[Work to complete] The lines below, from the one containing "Input: one rendered" through the one containing "For a GIS import: Dump", should be set down exactly, with no pictures and nothing else.

== Segment start ==

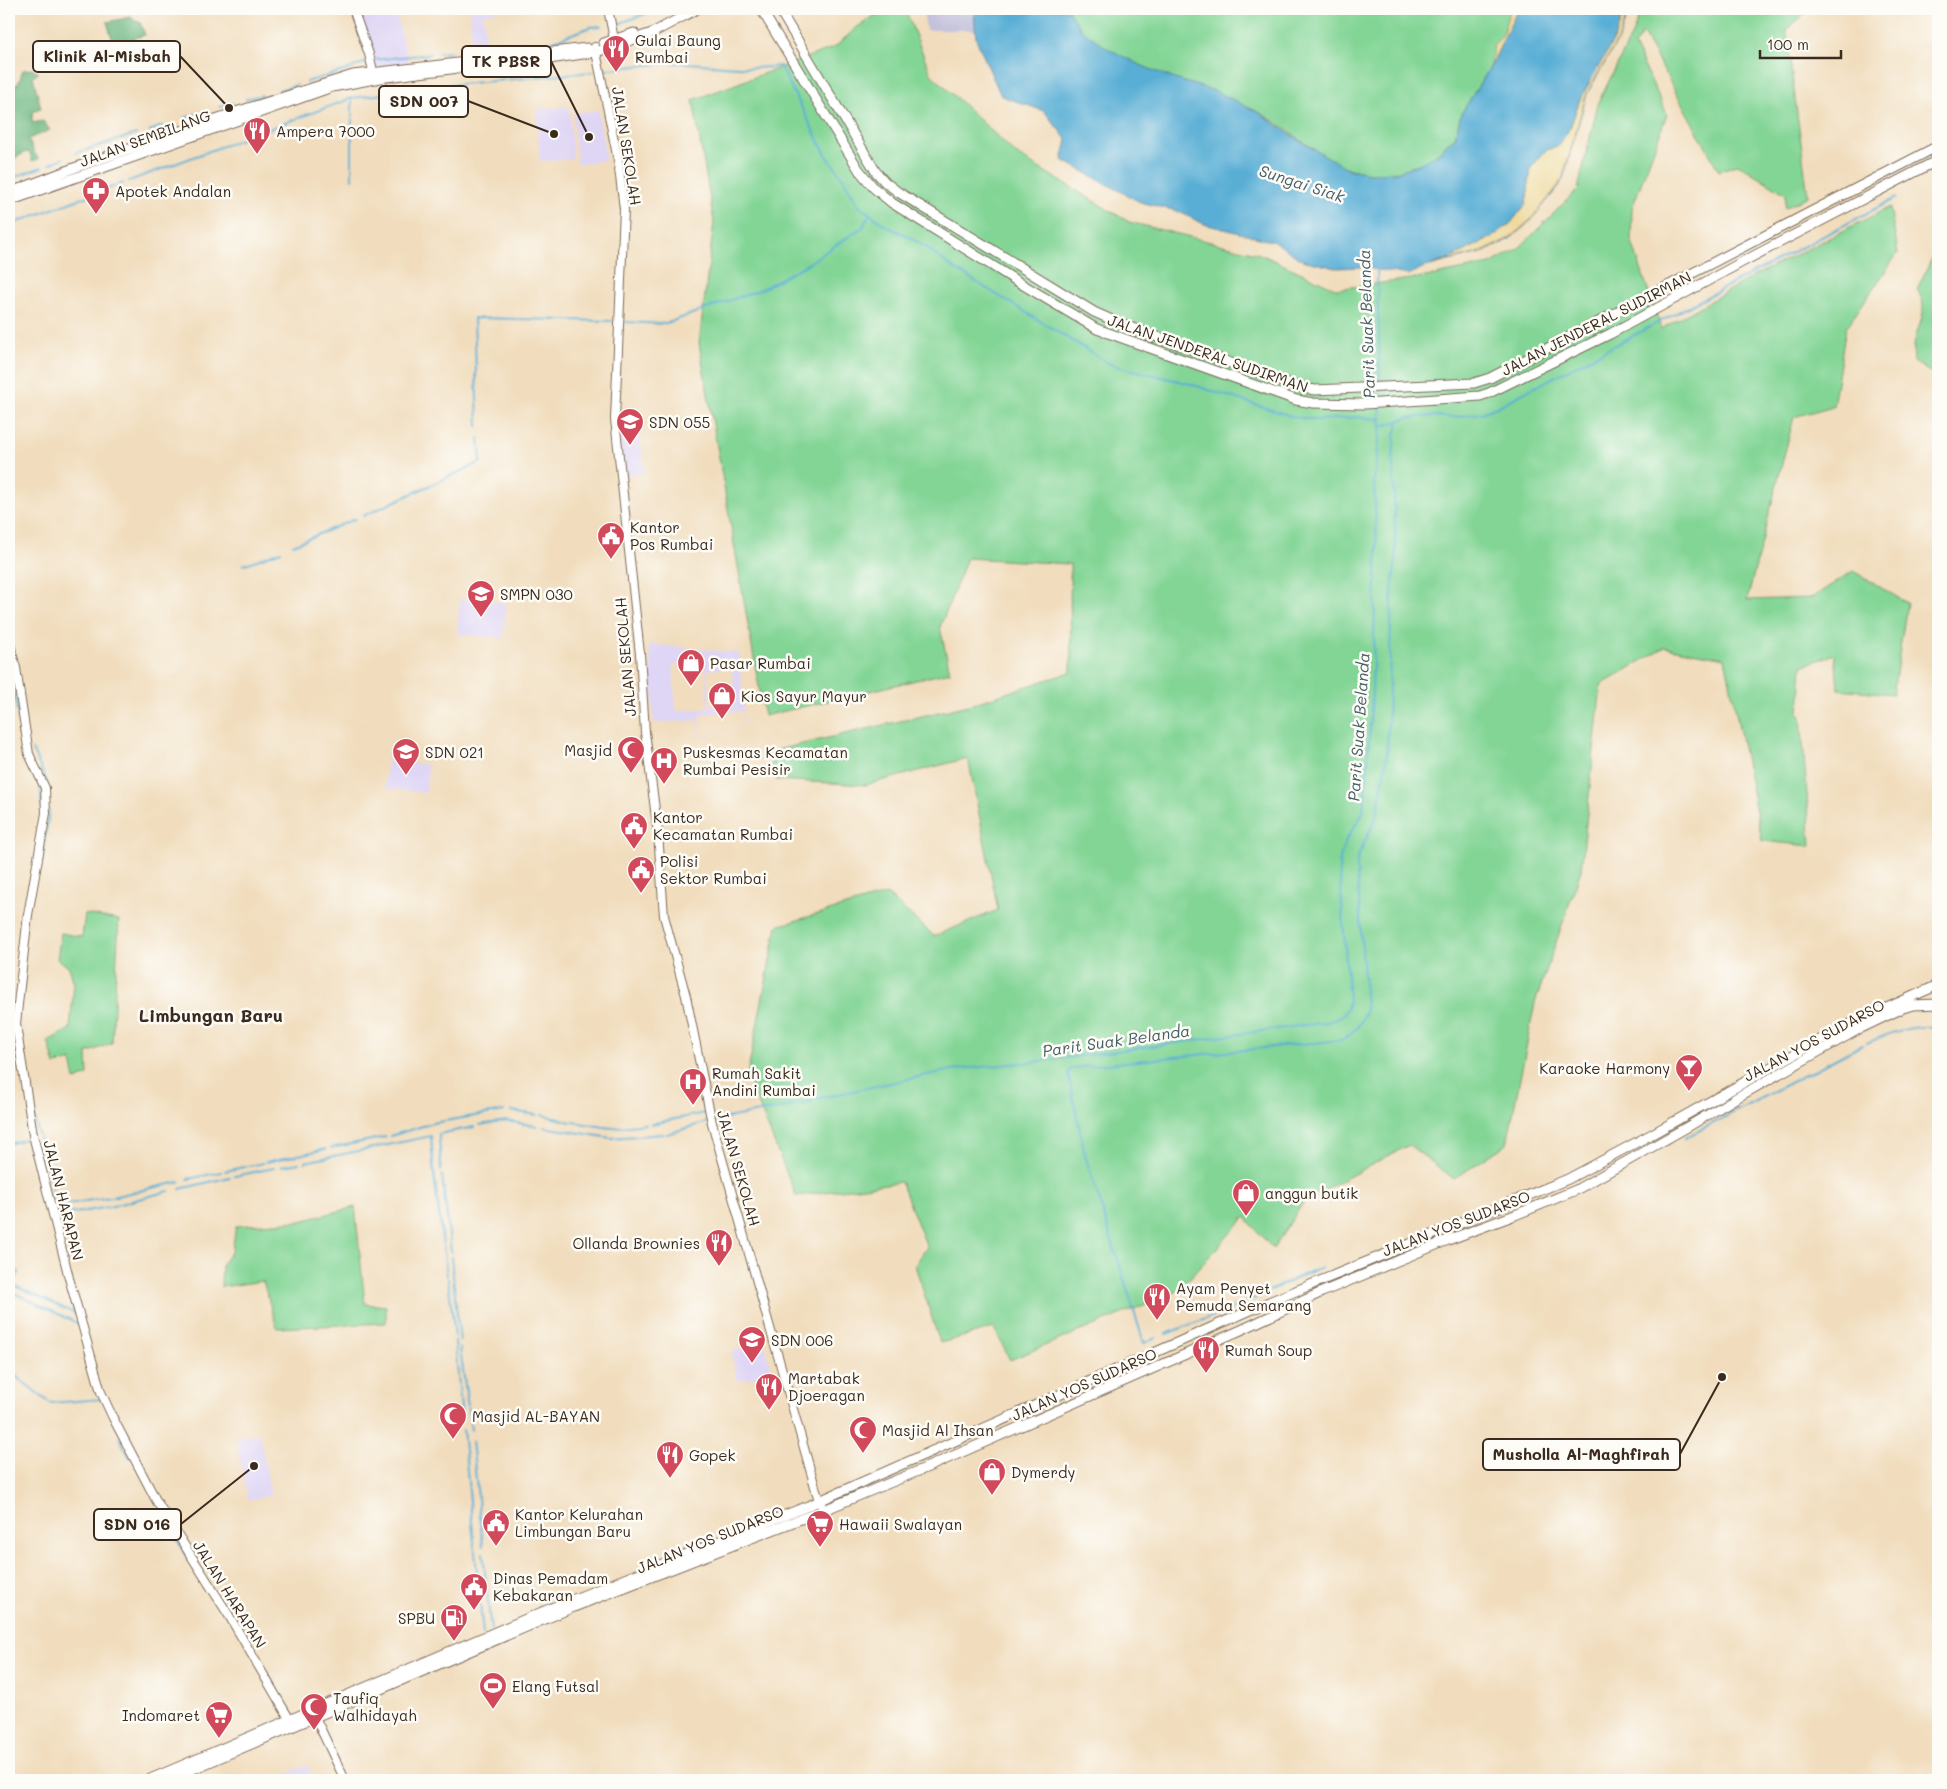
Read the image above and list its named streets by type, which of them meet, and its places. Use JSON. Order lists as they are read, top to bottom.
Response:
{
  "streets": {
    "main road": ["JALAN SEMBILANG", "JALAN JENDERAL SUDIRMAN", "JALAN YOS SUDARSO"],
    "street": ["JALAN SEKOLAH", "JALAN HARAPAN"]
  },
  "crossings": [
    ["JALAN SEMBILANG", "JALAN SEKOLAH"],
    ["JALAN SEKOLAH", "JALAN YOS SUDARSO"],
    ["JALAN YOS SUDARSO", "JALAN HARAPAN"]
  ],
  "districts": ["Limbungan Baru"],
  "water": ["Sungai Siak", "Parit Suak Belanda"],
  "places": {
    "restaurant": [
      "Gulai Baung Rumbai",
      "Ampera 7000",
      "Ollanda Brownies",
      "Ayam Penyet Pemuda Semarang",
      "Rumah Soup",
      "Martabak Djoeragan",
      "Gopek"
    ],
    "other": [
      "Klinik Al-Misbah",
      "SDN 007",
      "TK PBSR",
      "Musholla Al-Maghfirah",
      "SDN 016"
    ],
    "pharmacy": ["Apotek Andalan"],
    "school or university": [
      "SDN 055",
      "SMPN 030",
      "SDN 021",
      "SDN 006"
    ],
    "public building": [
      "Kantor Pos Rumbai",
      "Kantor Kecamatan Rumbai",
      "Polisi Sektor Rumbai",
      "Kantor Kelurahan Limbungan Baru",
      "Dinas Pemadam Kebakaran"
    ],
    "shop": [
      "Pasar Rumbai",
      "Kios Sayur Mayur",
      "anggun butik",
      "Dymerdy"
    ],
    "mosque": [
      "Masjid",
      "Masjid AL-BAYAN",
      "Masjid Al Ihsan",
      "Taufiq Walhidayah"
    ],
    "hospital": ["Puskesmas Kecamatan Rumbai Pesisir", "Rumah Sakit Andini Rumbai"],
    "bar": ["Karaoke Harmony"],
    "supermarket": ["Hawaii Swalayan", "Indomaret"],
    "fuel station": ["SPBU"],
    "sports": ["Elang Futsal"]
  },
  "scale_bar": "100 m"
}
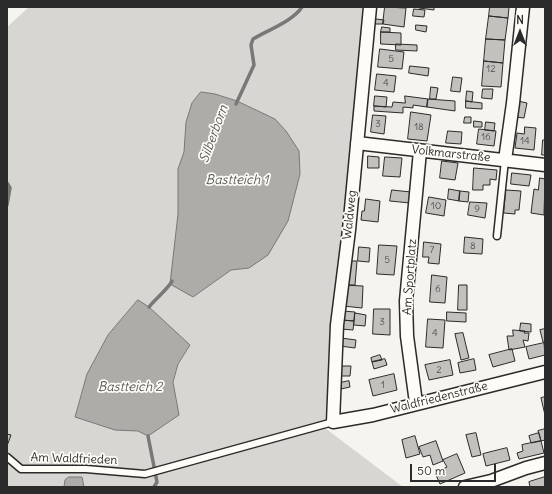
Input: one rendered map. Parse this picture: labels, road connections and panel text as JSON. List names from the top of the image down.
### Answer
{
  "streets": {
    "street": [
      "Volkmarstraße",
      "Waldweg",
      "Am Sportplatz",
      "Waldfriedenstraße"
    ],
    "lane": ["Am Waldfrieden"]
  },
  "crossings": [
    ["Volkmarstraße", "Waldweg"],
    ["Volkmarstraße", "Am Sportplatz"],
    ["Waldweg", "Waldfriedenstraße"],
    ["Waldweg", "Am Waldfrieden"],
    ["Am Sportplatz", "Waldfriedenstraße"],
    ["Waldfriedenstraße", "Am Waldfrieden"]
  ],
  "water": ["Silberborn", "Bastteich 1", "Bastteich 2"],
  "house_numbers": [
    "5",
    "12",
    "4",
    "3",
    "18",
    "16",
    "14",
    "10",
    "9",
    "8",
    "7",
    "5",
    "6",
    "3",
    "4",
    "2",
    "1"
  ],
  "scale_bar": "50 m",
  "north": "top"
}
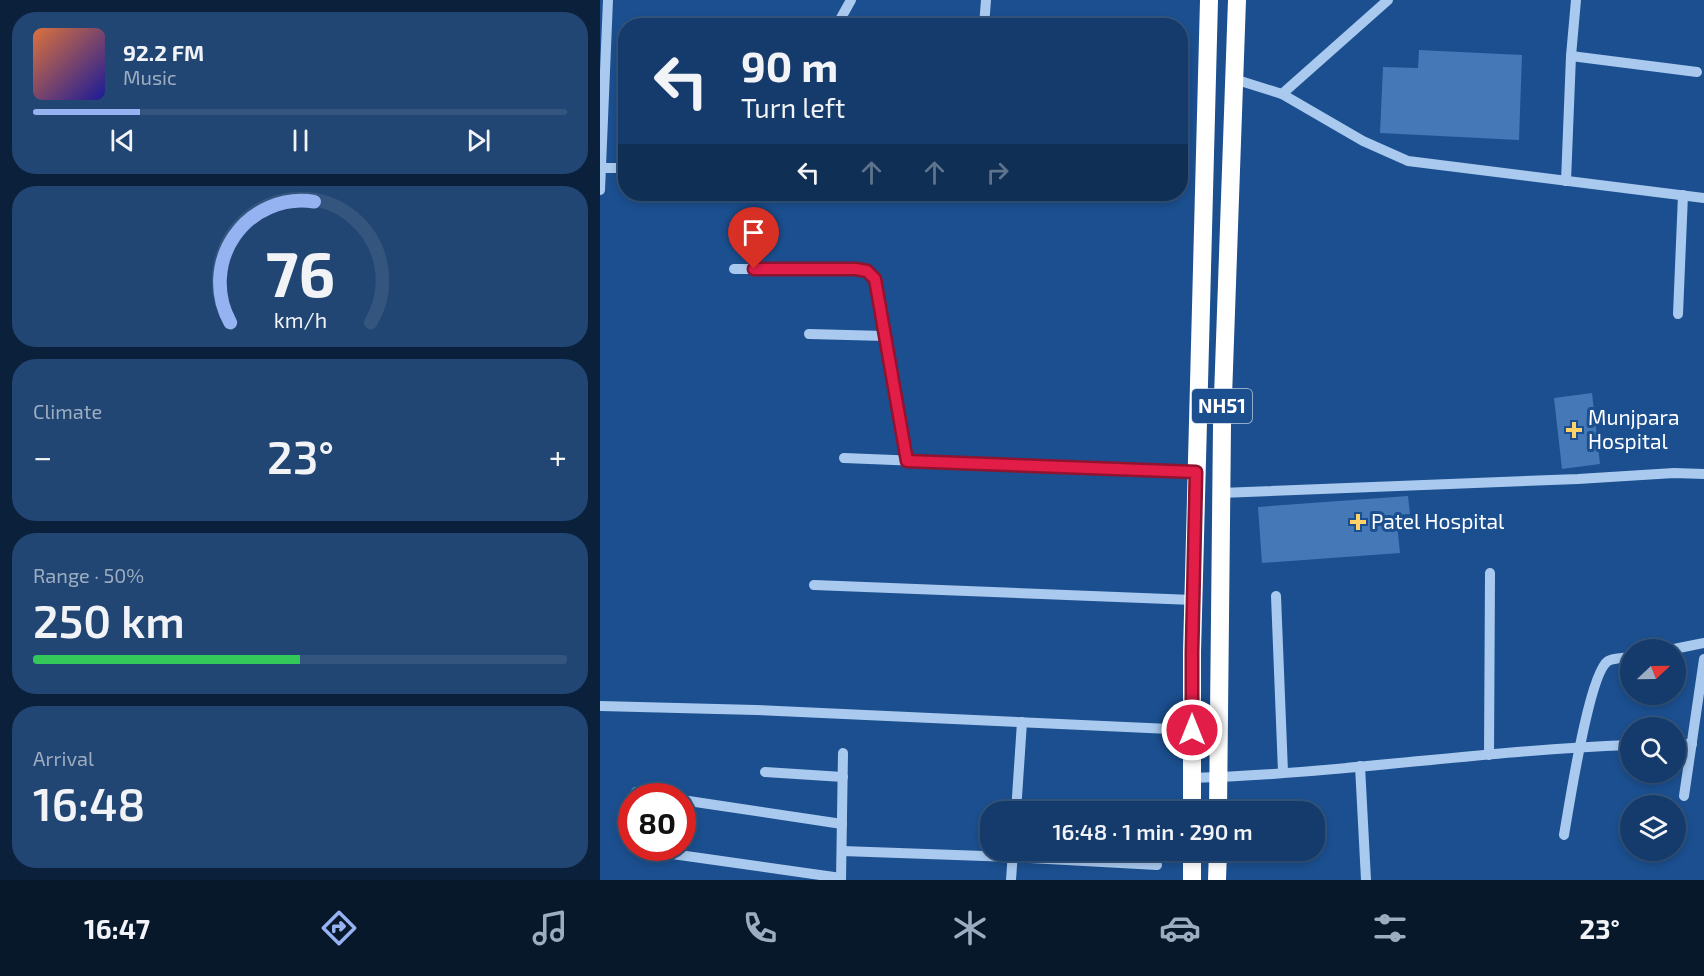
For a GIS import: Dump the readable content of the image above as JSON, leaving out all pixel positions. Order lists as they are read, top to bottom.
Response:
{
  "streets": {
    "highway": ["NH51"]
  },
  "places": {
    "health": ["Munjpara Hospital", "Patel Hospital"]
  },
  "north": "right",
  "page": {
    "turn": ["90 m", "Turn left"],
    "song": ["92.2 FM", "Music"],
    "tile": [
      "Climate",
      ["Range · 50%", "250 km"],
      ["Arrival", "16:48"]
    ],
    "heat": ["−", "23°", "+"],
    "limit": "80",
    "trip": "16:48 · 1 min · 290 m",
    "tabs": ["16:47", "23°"],
    "gauge": ["76", "km/h"]
  }
}
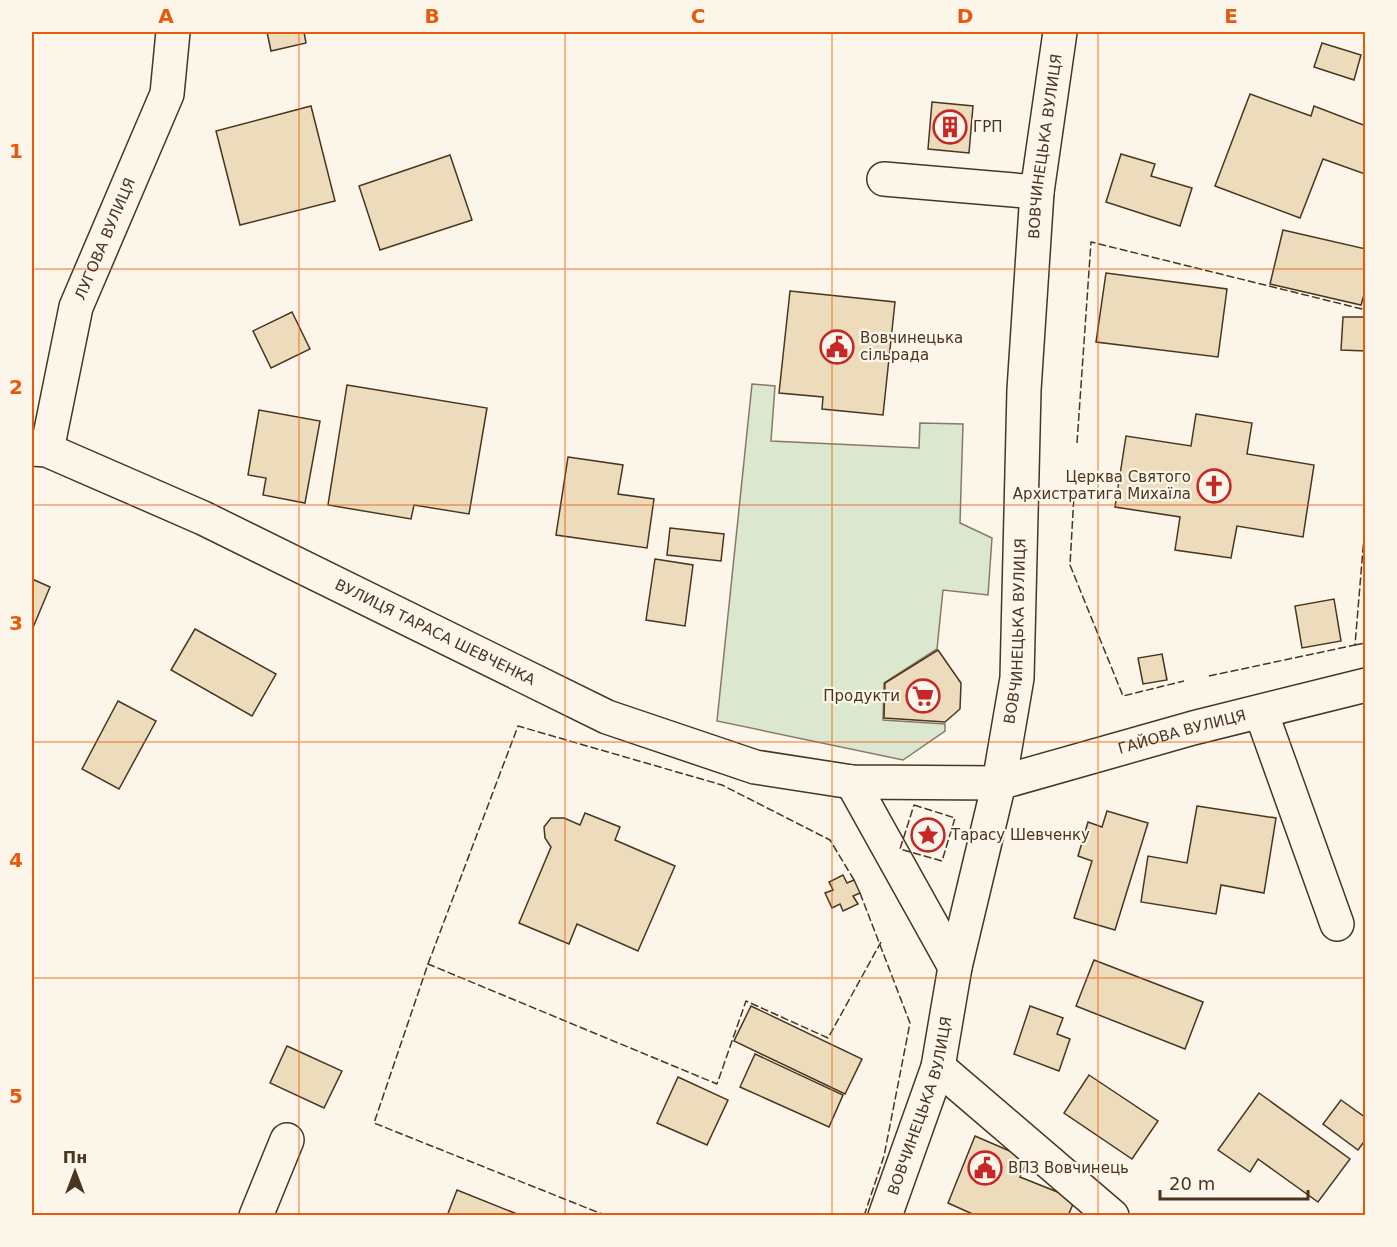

== Segment end ==

[Exercise result]
Input: one rendered map. Parse this picture: labels, road connections and panel text as JSON. List names from the top of the image down.
### Answer
{
  "streets": {
    "street": [
      "Volkmarstraße",
      "Waldweg",
      "Am Sportplatz",
      "Waldfriedenstraße"
    ],
    "lane": ["Am Waldfrieden"]
  },
  "crossings": [
    ["Volkmarstraße", "Waldweg"],
    ["Volkmarstraße", "Am Sportplatz"],
    ["Waldweg", "Waldfriedenstraße"],
    ["Waldweg", "Am Waldfrieden"],
    ["Am Sportplatz", "Waldfriedenstraße"],
    ["Waldfriedenstraße", "Am Waldfrieden"]
  ],
  "water": ["Silberborn", "Bastteich 1", "Bastteich 2"],
  "house_numbers": [
    "5",
    "12",
    "4",
    "3",
    "18",
    "16",
    "14",
    "10",
    "9",
    "8",
    "7",
    "5",
    "6",
    "3",
    "4",
    "2",
    "1"
  ],
  "scale_bar": "50 m",
  "north": "top"
}
For a GIS import: Dump the readable content of the image above as JSON, leaving out all pixel positions. Order lists as they are read, top to bottom.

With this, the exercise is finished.